AIM OF THE TASK:
Reply only with how many lines in these entries hold the string "Salustiano".

──────── SOURCE MATERIAL

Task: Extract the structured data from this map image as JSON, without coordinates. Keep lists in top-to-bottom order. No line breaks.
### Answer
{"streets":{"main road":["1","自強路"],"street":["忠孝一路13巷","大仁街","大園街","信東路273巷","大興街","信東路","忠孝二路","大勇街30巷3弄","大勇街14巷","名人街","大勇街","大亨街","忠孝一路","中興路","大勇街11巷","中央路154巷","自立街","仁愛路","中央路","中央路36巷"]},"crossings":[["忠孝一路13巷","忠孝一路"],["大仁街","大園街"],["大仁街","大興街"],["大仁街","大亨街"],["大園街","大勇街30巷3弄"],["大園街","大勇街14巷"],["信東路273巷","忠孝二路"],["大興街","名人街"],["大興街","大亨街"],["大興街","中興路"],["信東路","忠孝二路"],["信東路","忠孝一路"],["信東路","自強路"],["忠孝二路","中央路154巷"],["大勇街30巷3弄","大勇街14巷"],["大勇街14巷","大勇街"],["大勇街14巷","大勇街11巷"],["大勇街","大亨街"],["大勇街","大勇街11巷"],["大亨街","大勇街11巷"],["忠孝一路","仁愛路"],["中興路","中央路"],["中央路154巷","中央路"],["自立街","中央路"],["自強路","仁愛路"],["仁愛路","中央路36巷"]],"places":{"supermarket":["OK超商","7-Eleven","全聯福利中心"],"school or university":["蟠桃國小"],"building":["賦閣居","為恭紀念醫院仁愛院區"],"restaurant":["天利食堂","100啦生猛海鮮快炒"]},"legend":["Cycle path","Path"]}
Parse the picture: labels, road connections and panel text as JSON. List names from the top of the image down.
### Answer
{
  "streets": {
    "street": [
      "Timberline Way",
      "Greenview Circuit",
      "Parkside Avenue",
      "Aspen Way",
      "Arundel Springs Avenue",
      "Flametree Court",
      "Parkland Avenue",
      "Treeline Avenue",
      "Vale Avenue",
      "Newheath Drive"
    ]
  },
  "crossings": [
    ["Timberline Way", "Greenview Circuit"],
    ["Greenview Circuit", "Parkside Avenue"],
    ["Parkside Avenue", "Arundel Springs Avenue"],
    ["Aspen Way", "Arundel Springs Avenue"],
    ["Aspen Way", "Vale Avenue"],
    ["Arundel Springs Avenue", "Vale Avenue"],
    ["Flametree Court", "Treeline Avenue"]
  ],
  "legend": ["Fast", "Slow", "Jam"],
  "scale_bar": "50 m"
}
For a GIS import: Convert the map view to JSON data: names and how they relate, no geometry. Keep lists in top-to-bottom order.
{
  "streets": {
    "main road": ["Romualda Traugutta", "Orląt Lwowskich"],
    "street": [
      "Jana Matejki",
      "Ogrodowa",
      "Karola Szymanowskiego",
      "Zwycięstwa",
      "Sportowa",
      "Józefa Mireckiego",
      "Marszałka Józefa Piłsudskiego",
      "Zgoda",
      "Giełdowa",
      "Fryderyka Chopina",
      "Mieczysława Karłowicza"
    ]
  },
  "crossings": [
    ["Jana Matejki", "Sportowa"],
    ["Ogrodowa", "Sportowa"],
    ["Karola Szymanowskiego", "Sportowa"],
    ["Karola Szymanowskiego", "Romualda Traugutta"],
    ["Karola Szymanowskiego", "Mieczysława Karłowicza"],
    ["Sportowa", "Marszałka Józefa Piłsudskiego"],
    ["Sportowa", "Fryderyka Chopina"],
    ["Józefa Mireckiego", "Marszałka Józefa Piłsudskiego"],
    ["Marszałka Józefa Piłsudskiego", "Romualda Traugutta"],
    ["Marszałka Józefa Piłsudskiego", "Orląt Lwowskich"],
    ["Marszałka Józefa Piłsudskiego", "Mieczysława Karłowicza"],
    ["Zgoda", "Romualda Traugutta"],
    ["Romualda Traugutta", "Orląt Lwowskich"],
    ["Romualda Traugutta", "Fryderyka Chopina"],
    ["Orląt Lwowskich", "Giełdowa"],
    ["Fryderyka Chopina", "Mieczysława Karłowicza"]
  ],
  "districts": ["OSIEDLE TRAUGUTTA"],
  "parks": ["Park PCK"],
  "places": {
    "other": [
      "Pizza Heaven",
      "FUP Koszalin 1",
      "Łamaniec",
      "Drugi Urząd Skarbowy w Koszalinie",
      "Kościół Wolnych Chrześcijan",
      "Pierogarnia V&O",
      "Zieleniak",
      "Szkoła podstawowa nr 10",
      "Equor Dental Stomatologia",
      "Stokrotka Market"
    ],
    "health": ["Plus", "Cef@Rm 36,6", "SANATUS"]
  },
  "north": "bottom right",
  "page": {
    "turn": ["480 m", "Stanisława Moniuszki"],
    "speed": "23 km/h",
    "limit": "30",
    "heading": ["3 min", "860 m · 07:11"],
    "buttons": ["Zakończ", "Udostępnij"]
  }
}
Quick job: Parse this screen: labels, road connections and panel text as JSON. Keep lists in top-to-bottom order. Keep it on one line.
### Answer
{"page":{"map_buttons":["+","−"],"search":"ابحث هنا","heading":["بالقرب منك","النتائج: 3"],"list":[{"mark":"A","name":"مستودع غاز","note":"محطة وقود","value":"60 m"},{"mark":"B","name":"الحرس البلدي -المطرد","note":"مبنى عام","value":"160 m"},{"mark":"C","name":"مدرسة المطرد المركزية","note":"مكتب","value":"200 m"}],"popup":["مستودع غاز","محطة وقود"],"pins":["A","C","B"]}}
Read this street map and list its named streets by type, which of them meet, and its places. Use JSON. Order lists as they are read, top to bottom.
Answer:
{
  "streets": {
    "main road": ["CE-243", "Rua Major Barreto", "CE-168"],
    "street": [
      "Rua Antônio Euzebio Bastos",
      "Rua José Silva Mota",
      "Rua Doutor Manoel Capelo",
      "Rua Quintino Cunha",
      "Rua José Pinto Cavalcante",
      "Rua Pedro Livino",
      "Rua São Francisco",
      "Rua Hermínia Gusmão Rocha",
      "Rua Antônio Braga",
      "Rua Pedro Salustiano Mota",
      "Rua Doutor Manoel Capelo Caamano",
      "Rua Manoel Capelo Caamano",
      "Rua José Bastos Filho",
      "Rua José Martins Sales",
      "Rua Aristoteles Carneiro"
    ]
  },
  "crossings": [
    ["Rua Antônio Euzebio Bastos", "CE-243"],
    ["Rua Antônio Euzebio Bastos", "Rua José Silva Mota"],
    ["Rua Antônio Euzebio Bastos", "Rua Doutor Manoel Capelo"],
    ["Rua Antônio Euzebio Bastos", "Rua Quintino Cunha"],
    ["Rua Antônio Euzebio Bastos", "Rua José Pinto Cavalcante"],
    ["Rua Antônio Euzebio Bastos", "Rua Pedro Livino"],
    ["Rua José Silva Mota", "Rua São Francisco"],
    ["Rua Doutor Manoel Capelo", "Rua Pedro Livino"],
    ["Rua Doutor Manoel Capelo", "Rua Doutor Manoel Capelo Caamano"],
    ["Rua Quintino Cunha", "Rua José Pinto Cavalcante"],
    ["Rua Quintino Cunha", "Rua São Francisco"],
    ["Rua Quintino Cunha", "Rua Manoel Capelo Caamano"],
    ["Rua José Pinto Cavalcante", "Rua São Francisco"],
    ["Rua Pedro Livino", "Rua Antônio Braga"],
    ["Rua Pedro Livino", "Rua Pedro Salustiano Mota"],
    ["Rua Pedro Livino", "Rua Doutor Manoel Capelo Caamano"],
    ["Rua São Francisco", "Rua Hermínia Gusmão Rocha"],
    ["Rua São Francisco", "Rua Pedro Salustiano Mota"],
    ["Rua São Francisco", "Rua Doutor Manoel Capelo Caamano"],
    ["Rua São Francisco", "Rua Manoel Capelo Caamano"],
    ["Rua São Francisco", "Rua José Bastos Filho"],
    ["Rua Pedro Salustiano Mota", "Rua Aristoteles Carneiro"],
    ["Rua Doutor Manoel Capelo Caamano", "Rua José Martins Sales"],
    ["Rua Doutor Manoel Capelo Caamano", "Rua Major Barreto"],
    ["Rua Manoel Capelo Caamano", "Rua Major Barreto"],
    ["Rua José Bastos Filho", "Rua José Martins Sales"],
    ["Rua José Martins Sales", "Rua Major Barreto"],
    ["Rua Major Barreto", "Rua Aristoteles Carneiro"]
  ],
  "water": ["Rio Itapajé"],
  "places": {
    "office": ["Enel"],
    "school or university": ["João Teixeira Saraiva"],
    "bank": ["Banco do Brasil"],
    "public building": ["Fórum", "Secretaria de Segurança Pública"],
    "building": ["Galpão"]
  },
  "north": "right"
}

────────────────

ANSWER TO THE EXERCISE:
4